Since the media is equally committed to demanding accountability from other institutions and rejecting scrutiny of itself, you would want to be mad to be saying things like this in the expectation of being reported. So, although I received a tumultuous response from the floor, no mention of anything I said was published in any of the newspapers purportedly reporting on the conference. This newspaper briefly referred to my presence at Céifin, but unfortunately due to an editing error, a quote from another speaker was ascribed to me.

I did, however, talk about how matters of faith and religion are reported in the media. As with other forms of thought that deviate from the core ideological view, such perspectives are frequently reported at some length, but in a manner that serves to reinforce the mainstream ideology. Clerics, for instance, who obligingly propose an opposition between religion and modernity/prosperity, are certain to be reported in depth. This, I explained, has two benefits. It reinforces the prevailing ideology's insistence that religion is obscurantist, life-denying and intrinsicically antipathetic to modernity, and also affords journalists an opportunity to illustrate that, despite the imminent obsolescence of the religious outlook, it is continuing to provide a tolerant and indulgent coverage of these outmoded superstitions.

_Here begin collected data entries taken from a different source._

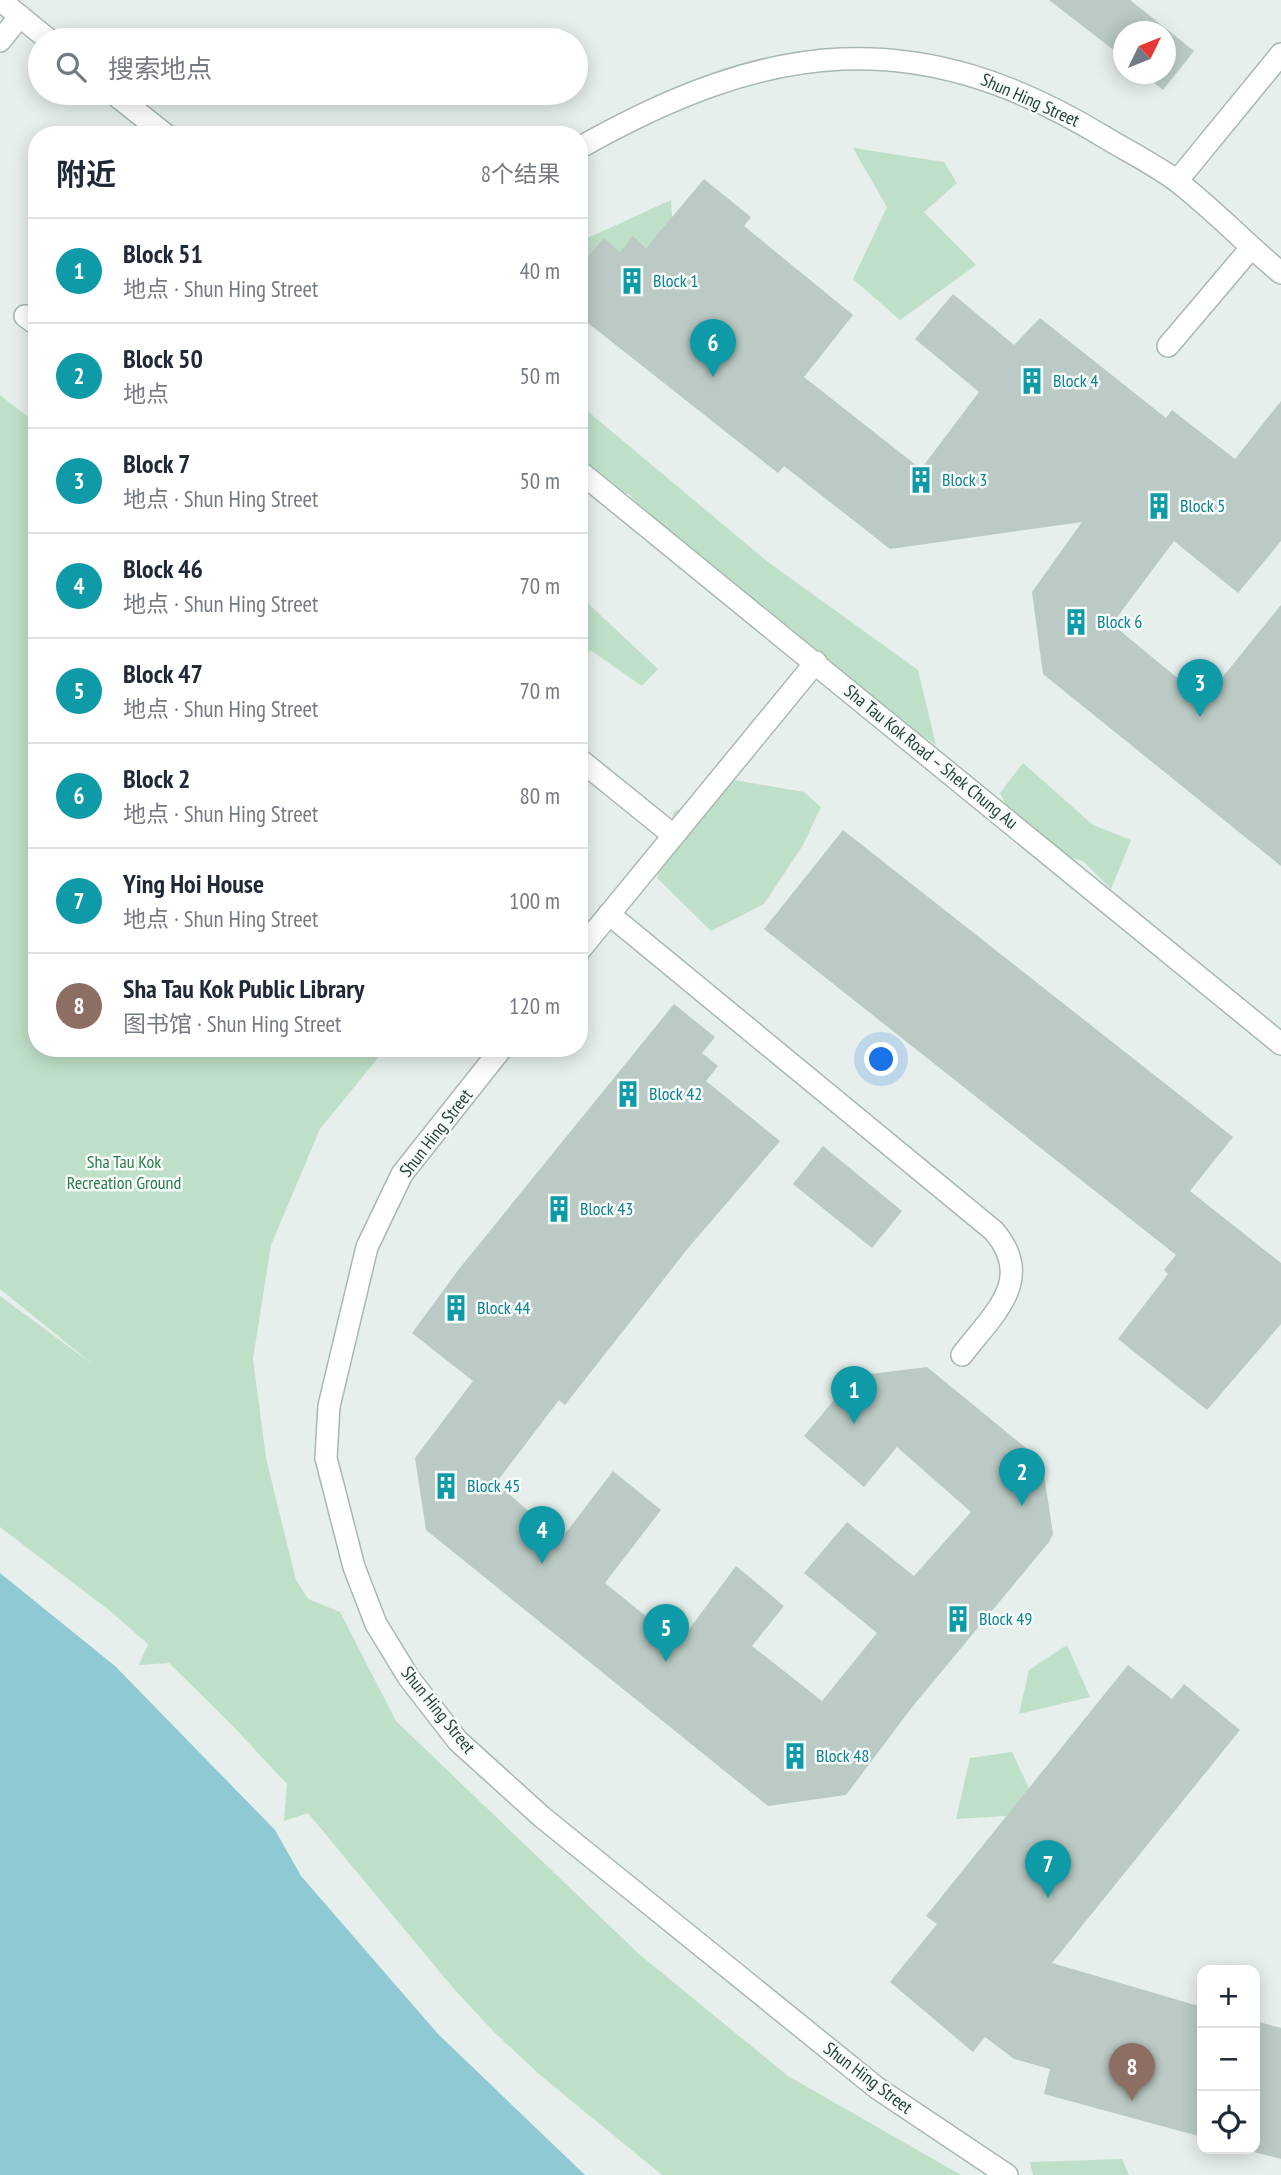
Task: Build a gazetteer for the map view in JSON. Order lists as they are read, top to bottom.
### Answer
{
  "streets": {
    "street": ["Shun Hing Street", "Sha Tau Kok Road – Shek Chung Au"]
  },
  "parks": ["Sha Tau Kok Recreation Ground"],
  "places": {
    "building": [
      "Block 1",
      "Block 4",
      "Block 3",
      "Block 5",
      "Block 6",
      "Block 42",
      "Block 43",
      "Block 44",
      "Block 45",
      "Block 49",
      "Block 48"
    ]
  },
  "north": "top right",
  "page": {
    "search": "搜索地点",
    "heading": ["附近", "8个结果"],
    "list": [
      {
        "mark": "1",
        "name": "Block 51",
        "note": "地点 · Shun Hing Street",
        "value": "40 m"
      },
      {
        "mark": "2",
        "name": "Block 50",
        "note": "地点",
        "value": "50 m"
      },
      {
        "mark": "3",
        "name": "Block 7",
        "note": "地点 · Shun Hing Street",
        "value": "50 m"
      },
      {
        "mark": "4",
        "name": "Block 46",
        "note": "地点 · Shun Hing Street",
        "value": "70 m"
      },
      {
        "mark": "5",
        "name": "Block 47",
        "note": "地点 · Shun Hing Street",
        "value": "70 m"
      },
      {
        "mark": "6",
        "name": "Block 2",
        "note": "地点 · Shun Hing Street",
        "value": "80 m"
      },
      {
        "mark": "7",
        "name": "Ying Hoi House",
        "note": "地点 · Shun Hing Street",
        "value": "100 m"
      },
      {
        "mark": "8",
        "name": "Sha Tau Kok Public Library",
        "note": "图书馆 · Shun Hing Street",
        "value": "120 m"
      }
    ],
    "pins": [
      "6",
      "3",
      "1",
      "2",
      "4",
      "5",
      "7",
      "8"
    ],
    "map_buttons": ["+", "−"]
  }
}
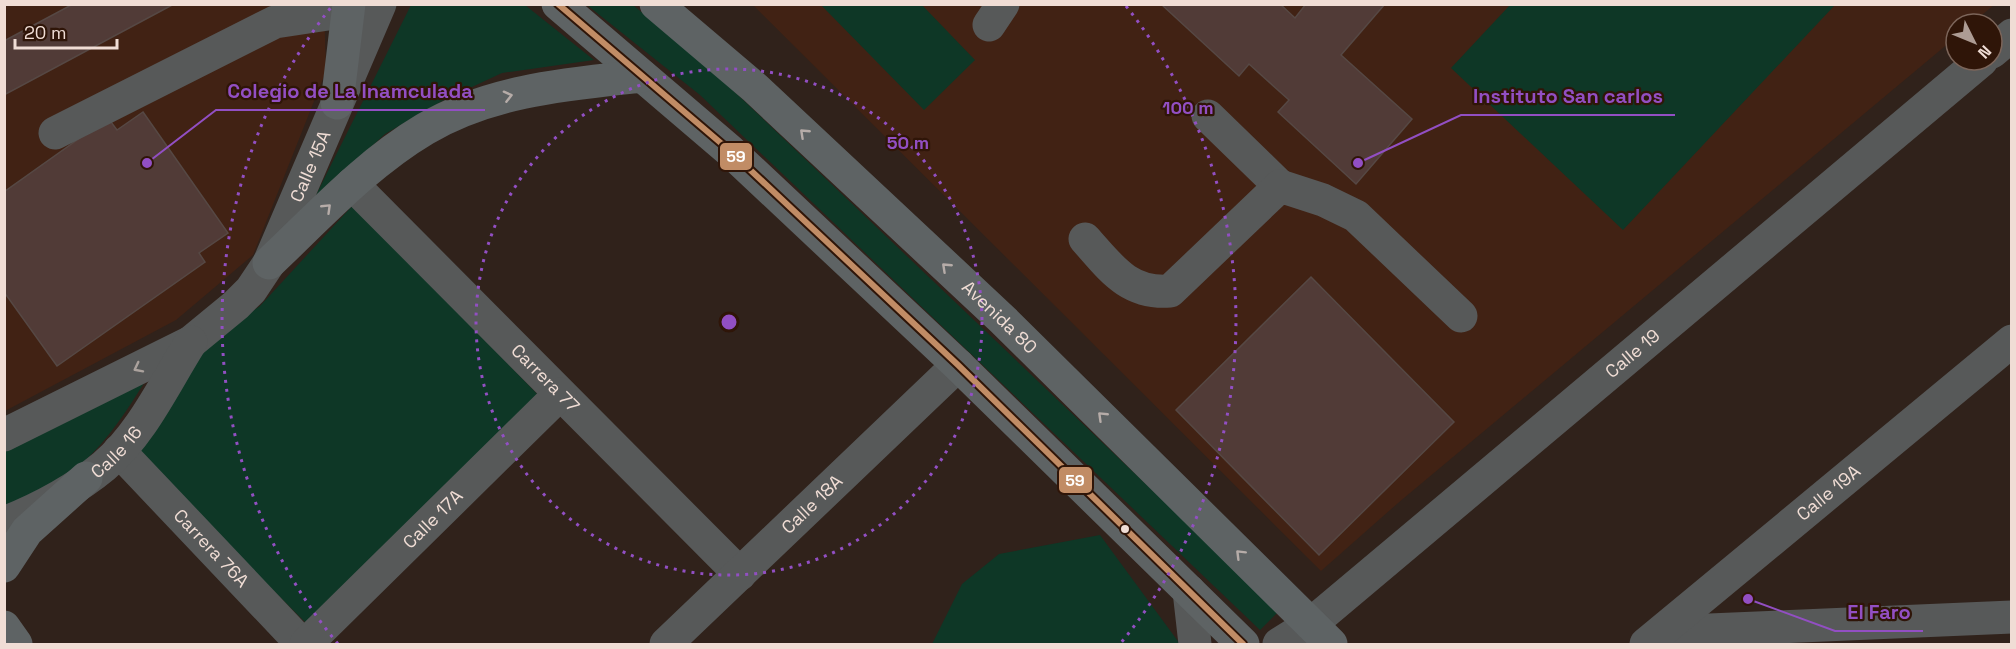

On the train home, I read the talk which was about to commence as I was leaving, by the Bishop of Limerick, Dr Donal Murray. It was an illuminating discourse on the human rummage for meaning between the material and the infinite. Next day, however, all subtlety and rigour were lost in a flurry of headlines about the bishop slamming wealth, celebrity and power. The headlines over the report from the conference in this newspaper was "Power and wealth harder to resist, says bishop: Dr Murray highlights urgent need to avoid worshipping affluence and prestige".

My case rests.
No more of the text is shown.